Monday, July 09, 2007

Diggsters Dig Ron Paul

The Diggsters just love Ron Paul. Read the comments about this Dugg story, which discusses a USA Today poll that shows Ron Paul not even registering.

The IT world is a strange one, politically and philosophically. I'm still trying to figure it out.

Bush To Withdraw Troops? @#$@#$ Politics

Yet another reason to hate politics: if Bush changes his new strategy before it's had time to play out, as defined by the generals he put in charge of implementing said strategy, merely because some Republicans are no longer backing him... Well, that would take a bad situation and make it far, far worse.

And I realize the wild understatement inherent in that last sentence.
Digg Report: Today's #1 Digg, at 3687 Diggs, is a story about some Australian youths who outsmart a speed camera.

Zonkers! Although it sounds a bit like an urban legend to me, or at least something that's been done before. And someone tell me: why am I writing so much about this?

Cox and Forkum Get It Right Again - Global Warming

Cox and Forkum's typical on-target political cartoon, this one on global warming.

EMRs will Matter, Eventually

Having some minimal experience working with electronic medical record (EMR) systems, this study doesn't surprise me.

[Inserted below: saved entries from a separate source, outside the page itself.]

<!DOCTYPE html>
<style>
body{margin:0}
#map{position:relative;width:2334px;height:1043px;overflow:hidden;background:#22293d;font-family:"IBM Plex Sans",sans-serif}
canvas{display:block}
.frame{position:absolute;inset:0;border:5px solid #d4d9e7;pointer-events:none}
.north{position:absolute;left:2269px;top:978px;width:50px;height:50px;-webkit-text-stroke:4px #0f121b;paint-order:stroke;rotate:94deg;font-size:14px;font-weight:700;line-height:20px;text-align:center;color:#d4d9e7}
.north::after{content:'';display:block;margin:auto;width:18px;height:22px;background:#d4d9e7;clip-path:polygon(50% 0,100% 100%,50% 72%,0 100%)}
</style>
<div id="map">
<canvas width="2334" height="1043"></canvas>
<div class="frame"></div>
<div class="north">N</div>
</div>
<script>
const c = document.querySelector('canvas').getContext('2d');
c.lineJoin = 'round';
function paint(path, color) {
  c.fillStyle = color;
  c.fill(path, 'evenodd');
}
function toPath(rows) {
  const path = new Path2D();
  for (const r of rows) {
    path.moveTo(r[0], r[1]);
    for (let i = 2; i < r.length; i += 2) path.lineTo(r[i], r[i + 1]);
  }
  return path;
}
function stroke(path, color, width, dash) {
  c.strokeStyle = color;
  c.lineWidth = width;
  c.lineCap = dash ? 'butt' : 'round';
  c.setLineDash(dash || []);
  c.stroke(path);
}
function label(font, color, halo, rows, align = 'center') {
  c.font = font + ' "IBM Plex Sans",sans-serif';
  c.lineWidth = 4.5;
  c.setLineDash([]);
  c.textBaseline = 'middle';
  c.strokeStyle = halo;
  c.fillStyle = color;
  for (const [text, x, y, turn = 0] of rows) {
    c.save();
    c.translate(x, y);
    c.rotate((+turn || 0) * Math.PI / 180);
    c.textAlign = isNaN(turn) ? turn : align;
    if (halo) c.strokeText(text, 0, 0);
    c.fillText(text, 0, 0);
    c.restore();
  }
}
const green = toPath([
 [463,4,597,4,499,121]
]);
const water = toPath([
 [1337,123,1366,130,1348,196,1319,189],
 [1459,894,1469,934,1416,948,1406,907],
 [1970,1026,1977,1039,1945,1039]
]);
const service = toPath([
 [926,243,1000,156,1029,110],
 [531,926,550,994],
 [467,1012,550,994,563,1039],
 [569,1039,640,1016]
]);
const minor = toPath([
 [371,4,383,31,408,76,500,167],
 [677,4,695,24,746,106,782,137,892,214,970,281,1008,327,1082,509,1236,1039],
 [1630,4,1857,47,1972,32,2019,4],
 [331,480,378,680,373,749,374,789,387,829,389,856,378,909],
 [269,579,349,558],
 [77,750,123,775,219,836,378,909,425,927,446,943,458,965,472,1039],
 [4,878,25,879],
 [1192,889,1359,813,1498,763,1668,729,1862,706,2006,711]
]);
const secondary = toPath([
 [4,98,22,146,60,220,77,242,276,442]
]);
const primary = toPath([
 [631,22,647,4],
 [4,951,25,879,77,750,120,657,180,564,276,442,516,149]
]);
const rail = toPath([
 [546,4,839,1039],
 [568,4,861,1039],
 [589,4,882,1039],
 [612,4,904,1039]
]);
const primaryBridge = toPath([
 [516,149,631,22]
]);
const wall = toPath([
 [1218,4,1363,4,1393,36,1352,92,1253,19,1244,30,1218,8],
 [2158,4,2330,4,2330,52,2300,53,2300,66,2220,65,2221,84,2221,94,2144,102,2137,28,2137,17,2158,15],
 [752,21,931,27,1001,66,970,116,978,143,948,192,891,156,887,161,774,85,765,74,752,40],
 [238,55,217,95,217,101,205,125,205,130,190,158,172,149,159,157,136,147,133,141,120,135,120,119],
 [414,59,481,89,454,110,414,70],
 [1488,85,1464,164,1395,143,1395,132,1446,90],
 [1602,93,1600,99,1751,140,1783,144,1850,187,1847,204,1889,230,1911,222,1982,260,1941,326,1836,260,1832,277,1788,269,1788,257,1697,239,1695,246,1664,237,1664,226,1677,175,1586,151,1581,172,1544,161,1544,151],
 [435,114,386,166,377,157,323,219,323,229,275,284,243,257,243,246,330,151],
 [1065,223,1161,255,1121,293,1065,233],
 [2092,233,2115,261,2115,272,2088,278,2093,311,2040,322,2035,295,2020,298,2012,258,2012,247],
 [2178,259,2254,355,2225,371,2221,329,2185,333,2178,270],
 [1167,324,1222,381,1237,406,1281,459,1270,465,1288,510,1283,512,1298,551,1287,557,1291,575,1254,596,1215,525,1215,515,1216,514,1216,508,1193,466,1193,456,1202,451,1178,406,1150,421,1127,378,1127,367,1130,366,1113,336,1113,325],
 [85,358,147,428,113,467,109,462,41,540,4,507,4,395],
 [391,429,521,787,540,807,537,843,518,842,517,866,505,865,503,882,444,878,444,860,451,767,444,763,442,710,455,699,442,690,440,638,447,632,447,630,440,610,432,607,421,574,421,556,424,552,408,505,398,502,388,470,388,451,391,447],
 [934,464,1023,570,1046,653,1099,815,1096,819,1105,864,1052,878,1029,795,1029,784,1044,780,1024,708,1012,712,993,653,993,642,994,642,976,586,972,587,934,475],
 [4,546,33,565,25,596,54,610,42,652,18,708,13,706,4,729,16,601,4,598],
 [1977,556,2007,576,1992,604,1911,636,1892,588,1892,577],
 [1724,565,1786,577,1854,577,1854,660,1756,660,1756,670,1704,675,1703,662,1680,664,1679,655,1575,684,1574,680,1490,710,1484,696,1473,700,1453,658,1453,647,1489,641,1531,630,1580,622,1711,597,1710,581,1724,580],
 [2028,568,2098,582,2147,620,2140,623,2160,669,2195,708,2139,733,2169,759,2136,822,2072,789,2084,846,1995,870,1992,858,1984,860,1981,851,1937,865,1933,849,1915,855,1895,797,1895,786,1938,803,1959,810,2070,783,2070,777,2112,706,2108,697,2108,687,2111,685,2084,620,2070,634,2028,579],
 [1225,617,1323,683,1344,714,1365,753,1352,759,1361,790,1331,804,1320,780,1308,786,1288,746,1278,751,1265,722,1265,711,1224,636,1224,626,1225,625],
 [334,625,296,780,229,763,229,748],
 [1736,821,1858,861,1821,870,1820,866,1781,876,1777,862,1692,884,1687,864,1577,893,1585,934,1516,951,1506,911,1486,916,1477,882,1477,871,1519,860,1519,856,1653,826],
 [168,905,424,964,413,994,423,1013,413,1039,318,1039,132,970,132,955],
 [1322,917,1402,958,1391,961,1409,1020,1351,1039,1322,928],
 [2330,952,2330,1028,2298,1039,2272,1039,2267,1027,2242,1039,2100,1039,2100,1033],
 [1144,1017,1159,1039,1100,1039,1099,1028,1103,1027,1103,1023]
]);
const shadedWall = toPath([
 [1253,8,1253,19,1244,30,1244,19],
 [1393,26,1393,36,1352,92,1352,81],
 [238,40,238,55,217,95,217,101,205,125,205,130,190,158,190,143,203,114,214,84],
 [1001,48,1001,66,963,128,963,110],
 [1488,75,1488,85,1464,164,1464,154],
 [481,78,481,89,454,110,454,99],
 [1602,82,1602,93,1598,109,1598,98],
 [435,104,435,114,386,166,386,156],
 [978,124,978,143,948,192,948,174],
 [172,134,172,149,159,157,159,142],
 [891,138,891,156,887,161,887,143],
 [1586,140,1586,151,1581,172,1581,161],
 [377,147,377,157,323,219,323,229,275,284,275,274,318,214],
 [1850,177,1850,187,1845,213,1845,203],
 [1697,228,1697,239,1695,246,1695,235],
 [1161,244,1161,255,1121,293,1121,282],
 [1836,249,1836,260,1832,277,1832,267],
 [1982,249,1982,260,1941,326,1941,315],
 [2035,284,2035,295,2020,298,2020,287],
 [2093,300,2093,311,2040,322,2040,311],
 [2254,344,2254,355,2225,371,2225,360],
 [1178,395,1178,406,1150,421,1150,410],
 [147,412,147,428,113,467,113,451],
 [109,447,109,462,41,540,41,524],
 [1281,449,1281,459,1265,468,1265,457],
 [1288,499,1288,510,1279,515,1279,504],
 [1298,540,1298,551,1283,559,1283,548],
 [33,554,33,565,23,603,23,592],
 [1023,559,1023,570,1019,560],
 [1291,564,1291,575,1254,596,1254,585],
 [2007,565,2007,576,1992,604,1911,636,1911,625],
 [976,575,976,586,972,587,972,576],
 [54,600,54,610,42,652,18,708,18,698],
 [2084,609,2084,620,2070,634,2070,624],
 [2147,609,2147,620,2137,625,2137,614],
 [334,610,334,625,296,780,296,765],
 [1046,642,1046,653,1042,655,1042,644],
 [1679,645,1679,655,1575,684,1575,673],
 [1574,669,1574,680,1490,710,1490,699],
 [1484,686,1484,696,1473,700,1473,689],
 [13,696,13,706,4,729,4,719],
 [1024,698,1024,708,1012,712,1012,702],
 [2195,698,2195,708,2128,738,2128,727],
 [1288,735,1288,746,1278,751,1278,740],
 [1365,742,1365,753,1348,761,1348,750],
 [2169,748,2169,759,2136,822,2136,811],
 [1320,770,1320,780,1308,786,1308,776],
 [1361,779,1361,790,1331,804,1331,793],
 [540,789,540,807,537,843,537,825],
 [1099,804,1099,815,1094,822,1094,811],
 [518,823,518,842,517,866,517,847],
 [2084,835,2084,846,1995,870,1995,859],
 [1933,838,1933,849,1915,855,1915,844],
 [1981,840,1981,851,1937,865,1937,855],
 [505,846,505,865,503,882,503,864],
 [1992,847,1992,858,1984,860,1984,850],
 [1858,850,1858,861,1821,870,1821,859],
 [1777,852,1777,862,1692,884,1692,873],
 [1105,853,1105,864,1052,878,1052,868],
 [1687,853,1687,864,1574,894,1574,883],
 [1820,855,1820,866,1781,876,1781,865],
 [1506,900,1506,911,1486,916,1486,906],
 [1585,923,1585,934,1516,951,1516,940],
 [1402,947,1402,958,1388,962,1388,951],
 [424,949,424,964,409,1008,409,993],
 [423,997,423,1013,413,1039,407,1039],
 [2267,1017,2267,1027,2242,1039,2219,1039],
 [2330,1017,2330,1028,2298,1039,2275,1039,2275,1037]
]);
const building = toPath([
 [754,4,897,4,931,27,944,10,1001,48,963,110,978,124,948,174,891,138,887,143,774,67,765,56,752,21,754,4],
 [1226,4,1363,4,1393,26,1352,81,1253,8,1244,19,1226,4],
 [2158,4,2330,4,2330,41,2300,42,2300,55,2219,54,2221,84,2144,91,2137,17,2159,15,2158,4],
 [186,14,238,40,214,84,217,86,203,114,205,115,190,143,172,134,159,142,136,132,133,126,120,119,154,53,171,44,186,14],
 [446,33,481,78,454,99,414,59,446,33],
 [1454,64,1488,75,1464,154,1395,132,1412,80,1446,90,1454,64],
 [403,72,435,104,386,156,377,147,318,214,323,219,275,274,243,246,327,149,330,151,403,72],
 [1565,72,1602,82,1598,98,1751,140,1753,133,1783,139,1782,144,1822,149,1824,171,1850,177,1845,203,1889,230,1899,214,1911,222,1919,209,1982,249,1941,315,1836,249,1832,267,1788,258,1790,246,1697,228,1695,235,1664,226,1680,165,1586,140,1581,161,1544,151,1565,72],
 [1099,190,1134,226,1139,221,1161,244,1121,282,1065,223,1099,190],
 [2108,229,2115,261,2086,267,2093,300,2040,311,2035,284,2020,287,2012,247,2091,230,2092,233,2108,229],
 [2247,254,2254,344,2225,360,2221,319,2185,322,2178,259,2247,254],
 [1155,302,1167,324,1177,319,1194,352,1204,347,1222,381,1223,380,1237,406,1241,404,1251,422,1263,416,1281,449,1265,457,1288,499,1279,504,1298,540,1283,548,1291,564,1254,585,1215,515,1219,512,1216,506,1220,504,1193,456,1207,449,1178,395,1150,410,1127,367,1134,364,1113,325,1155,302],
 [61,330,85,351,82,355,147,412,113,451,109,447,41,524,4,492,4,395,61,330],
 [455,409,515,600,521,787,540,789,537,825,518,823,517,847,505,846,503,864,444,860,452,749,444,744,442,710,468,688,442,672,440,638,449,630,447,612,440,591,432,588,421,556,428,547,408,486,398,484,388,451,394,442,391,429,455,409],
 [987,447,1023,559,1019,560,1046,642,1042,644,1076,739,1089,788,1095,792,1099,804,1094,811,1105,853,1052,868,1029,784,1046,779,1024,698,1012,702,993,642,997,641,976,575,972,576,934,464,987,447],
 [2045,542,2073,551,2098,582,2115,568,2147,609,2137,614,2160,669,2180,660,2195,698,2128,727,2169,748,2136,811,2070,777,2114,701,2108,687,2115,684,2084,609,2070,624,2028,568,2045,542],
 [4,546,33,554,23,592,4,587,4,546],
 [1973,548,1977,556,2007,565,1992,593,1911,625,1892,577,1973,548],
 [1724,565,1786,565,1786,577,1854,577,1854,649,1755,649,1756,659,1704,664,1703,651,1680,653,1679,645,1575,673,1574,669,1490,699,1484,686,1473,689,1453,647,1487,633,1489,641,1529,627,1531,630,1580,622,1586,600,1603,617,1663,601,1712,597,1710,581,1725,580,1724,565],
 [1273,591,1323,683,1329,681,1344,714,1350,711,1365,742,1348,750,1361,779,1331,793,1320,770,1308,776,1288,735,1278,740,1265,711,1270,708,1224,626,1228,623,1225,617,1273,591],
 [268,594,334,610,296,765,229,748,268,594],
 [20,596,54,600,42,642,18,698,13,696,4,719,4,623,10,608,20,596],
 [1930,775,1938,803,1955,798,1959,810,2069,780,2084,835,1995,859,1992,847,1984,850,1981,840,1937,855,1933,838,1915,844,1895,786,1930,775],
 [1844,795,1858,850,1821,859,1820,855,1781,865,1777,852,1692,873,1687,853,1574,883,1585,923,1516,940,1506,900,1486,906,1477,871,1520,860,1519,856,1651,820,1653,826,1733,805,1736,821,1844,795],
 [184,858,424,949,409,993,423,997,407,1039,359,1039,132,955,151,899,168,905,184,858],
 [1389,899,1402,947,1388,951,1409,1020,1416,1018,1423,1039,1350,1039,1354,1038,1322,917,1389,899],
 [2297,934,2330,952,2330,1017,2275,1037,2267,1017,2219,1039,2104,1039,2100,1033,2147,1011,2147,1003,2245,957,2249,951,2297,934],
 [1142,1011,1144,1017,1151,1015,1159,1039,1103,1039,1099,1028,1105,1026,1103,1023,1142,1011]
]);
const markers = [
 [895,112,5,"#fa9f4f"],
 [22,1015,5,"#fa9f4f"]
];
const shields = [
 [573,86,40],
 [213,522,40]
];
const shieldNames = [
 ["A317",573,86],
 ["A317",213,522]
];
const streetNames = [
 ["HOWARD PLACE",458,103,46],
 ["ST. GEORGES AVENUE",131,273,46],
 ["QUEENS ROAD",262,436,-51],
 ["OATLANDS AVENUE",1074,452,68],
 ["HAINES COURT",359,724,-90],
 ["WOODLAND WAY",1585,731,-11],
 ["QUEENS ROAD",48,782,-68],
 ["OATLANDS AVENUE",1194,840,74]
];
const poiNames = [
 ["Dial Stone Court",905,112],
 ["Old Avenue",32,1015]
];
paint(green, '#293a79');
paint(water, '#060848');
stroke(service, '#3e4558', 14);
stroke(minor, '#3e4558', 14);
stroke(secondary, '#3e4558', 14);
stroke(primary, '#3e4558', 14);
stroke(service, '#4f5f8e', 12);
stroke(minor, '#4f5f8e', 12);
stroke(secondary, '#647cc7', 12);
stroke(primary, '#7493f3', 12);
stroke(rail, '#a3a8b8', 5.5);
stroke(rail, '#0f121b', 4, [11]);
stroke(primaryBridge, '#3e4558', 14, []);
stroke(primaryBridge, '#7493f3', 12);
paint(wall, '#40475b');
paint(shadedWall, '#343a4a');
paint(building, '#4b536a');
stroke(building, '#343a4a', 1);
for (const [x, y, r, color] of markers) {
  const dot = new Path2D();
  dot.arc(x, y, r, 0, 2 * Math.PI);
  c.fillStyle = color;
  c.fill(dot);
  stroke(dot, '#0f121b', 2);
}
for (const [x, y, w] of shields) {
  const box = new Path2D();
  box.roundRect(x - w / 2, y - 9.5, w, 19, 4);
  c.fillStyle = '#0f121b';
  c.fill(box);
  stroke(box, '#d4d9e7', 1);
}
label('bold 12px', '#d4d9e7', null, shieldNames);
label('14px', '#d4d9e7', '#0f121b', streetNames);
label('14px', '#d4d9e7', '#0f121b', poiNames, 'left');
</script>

It's a market in a very nascent state, and one dealing with tremendous complexity. I've been in the position to debunk some common misconceptions about EMR's, such as the notion that they're just scanned images of paper documents.

One they get things right, though, watch out. The EMR will one day have the same sort of impact on medicine that CAD/CAM software has had on design and manufacturing. More so, even.

New 7 Wonders

I was fond of the original 7 Wonders of the World. The fact that most of them no longer exist merely added to their mystique. The new seven simply don't have the same impression on me.

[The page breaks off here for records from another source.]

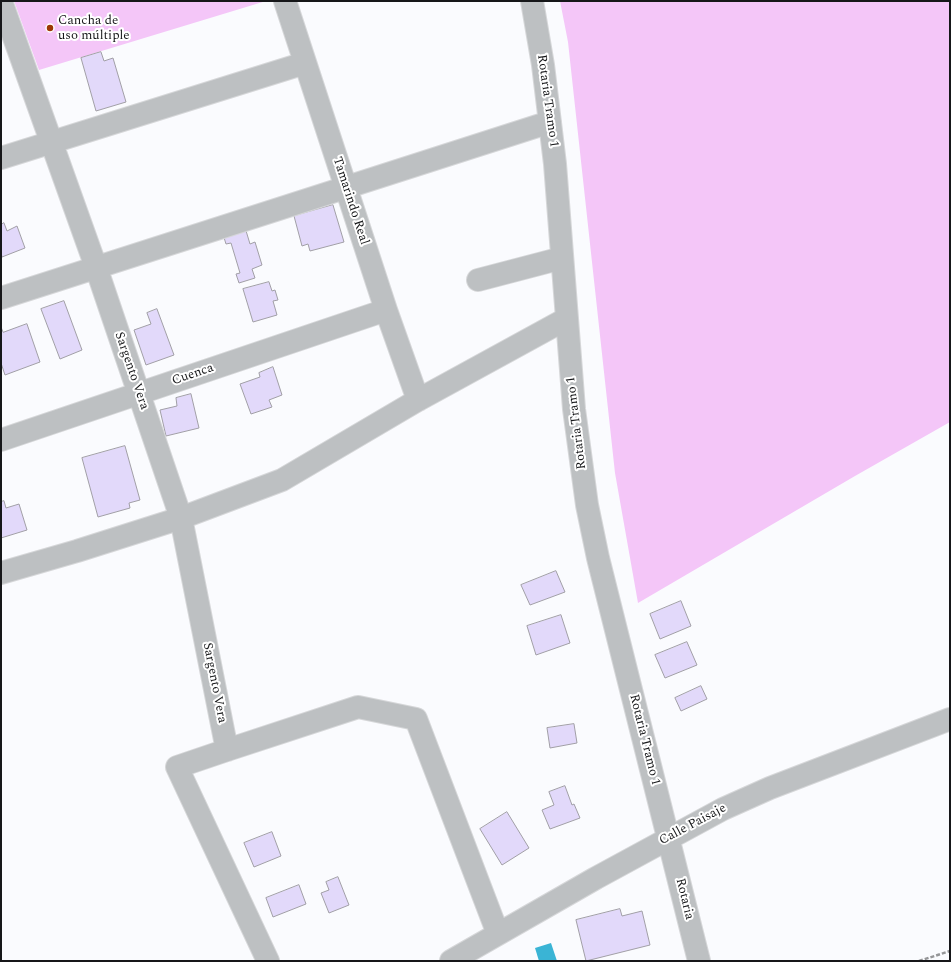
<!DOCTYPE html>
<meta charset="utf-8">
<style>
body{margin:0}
#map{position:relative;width:951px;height:962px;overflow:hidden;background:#fafbfe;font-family:Spectral,serif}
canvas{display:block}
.frame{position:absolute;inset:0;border:2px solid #161719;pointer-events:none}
</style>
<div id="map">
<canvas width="951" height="962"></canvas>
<div class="frame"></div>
</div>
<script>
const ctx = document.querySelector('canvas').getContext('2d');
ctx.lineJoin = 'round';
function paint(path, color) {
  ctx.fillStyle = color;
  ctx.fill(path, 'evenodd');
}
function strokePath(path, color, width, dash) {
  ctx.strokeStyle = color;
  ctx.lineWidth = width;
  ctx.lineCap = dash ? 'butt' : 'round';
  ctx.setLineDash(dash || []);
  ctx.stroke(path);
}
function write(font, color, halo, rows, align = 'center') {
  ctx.font = font + ' Spectral,serif';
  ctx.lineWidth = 4;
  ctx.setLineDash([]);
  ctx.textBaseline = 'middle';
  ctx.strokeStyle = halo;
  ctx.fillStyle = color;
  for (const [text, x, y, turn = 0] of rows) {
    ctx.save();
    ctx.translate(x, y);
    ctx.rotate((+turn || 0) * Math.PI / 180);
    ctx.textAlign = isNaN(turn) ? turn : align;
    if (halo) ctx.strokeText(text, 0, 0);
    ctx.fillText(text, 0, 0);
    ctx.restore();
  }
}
paint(new Path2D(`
 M 14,1 L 266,1 L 39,70 Z
 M 560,1 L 950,1 L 950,422 L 855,476 L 638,603 L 615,473 L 568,42 Z`), '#f4c6f8');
paint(new Path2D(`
 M 551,943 L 557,961 L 539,961 L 535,948 Z`), '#3ab4d5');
const building = new Path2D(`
 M 101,52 L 104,61 L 113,58 L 126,102 L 96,111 L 81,58 Z
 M 333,205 L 344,242 L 310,251 L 308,244 L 302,246 L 294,216 Z
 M 4,223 L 7,231 L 17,226 L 25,248 L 2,257 L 1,253 L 1,225 Z
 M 244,224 L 250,244 L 255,242 L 262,265 L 252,269 L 255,278 L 239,283 L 236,274 L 240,273 L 231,243 L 226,244 L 222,231 Z
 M 269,282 L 272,291 L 275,290 L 278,300 L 273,301 L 277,315 L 253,322 L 243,289 Z
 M 64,301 L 82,350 L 60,359 L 41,309 Z
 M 157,309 L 174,355 L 146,365 L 134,330 L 151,324 L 147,313 Z
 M 27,324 L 40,362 L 5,375 L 1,363 L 1,327 L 3,332 Z
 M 273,367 L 282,395 L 269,400 L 272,407 L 251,414 L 240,384 L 260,377 L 259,373 Z
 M 191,394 L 199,428 L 166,436 L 160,410 L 177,406 L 176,398 Z
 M 125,446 L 140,500 L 129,503 L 130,508 L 98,517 L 82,458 Z
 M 4,501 L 6,508 L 19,504 L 27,530 L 1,538 L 1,502 Z
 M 556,571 L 565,592 L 530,605 L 521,585 Z
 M 681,601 L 691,626 L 660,639 L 650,614 Z
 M 561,615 L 570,643 L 536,655 L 527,626 Z
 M 687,642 L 697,665 L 665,678 L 655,655 Z
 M 701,686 L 707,699 L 681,711 L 675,698 Z
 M 574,724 L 577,743 L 550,748 L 547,728 Z
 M 565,786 L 572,805 L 574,804 L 580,818 L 550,829 L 542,810 L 554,805 L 549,792 Z
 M 507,812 L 529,848 L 502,865 L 480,829 Z
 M 272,832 L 281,856 L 254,867 L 244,843 Z
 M 338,877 L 349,905 L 329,913 L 321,893 L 329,890 L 326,882 Z
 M 299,885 L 306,904 L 273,917 L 266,898 Z
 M 620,909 L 622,916 L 642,911 L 650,945 L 586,961 L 576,920 Z`);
paint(building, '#e2d9fa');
strokePath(building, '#a19fa6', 1);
const minor = new Path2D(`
 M 1,1 L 96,267 L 181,518 L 227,750
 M 285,1 L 386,310 L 418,400
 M 532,1 L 543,65 L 555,164 L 574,409 L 587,505 L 598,558 L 699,961
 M 1,158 L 305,63
 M 478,280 L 562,258
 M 1,298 L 550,122
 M 1,440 L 386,310
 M 1,573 L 77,551 L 181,518 L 282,480 L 418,400 L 566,319
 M 268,961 L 177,767 L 227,750 L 358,707 L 416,719 L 498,934
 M 451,961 L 596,878 L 723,809 L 770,788 L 950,719`);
strokePath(minor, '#d6d7d9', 24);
strokePath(new Path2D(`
 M 919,961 L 950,951`), '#959698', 2.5, [4, 2]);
strokePath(minor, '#bdc0c2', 22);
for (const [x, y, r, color] of [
 [50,28,4,"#9c3804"]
]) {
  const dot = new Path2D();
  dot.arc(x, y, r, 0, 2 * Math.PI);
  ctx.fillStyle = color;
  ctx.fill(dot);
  strokePath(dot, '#fff', 1.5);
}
write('13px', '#161719', '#fff', [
 ["Cancha de",58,21],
 ["uso múltiple",58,36]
], 'left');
write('13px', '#161719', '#fff', [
 ["Rotaria Tramo 1",547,101,82],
 ["Tamarindo Real",350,201,72],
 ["Sargento Vera",131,371,71],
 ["Cuenca",193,375,-19],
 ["Rotaria Tramo 1",577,423,-97],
 ["Sargento Vera",214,683,79],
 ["Rotaria Tramo 1",644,740,76],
 ["Calle Paisaje",693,825,-28],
 ["Rotaria",684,899,76]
]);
</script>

Google Does Evil? By Whose Definition?

I've always thought that a company adopting an ambiguous, unprincipled, undefined motto such as "Do No Evil" was in for trouble. Didn't Google's founders understand, at the very least, that people have different definitions of "evil"? To some, just being a large successful company is a mark of Satan, and Google passed that definition long ago.

Google is also comprised of individuals, and as this story shows those individuals have personal opinions that will also offend some people's moral standards. Specifically, there's the blog entry by a Google employee that recommended that healthcare companies advertise on Google as a means of countering the effects of Moore's hack job, "Sicko." Now, I, personally, find that both an intelligent and a highly moral post, but many considered it to go against Google's motto.

And therein lies the rub. Go to Google's Web site, and their company philosophy (and the motto) is spelled out more clearly. But they haven't failed to milk the more general "Do No Evil" urban legend, and it's starting to cost them.

140,000 Turkish Troups on Iraqi Border?

This can't be good. Turkey has put 140,000 soldiers on its border with Iraq, obviously in response to Kurdish motions for independence. I don't really know the history here, but the Kurds seem the most "civilized" of the various factions.

The minute the US leaves Iraq, all hell will break loose. And it's probably a hell that's been building up for decades, and likely needs to work itself out on its own.

I become less and less certain that we're doing any good in Iraq, even beyond my fundamental belief that we should have deposed Saddam Hussein, imposed a US-style Constitutional republic, and then enforced it, harshly if necessary, until the Iraqi people accepted it. At the same time, we should have made it perfectly clear to Iran and Syria (and, apparently, Turkey, ostensibly an ally) that interference would not be tolerated.

That's not what we've done, however, and we're paying the price. And I have no idea what the right answer is at this point.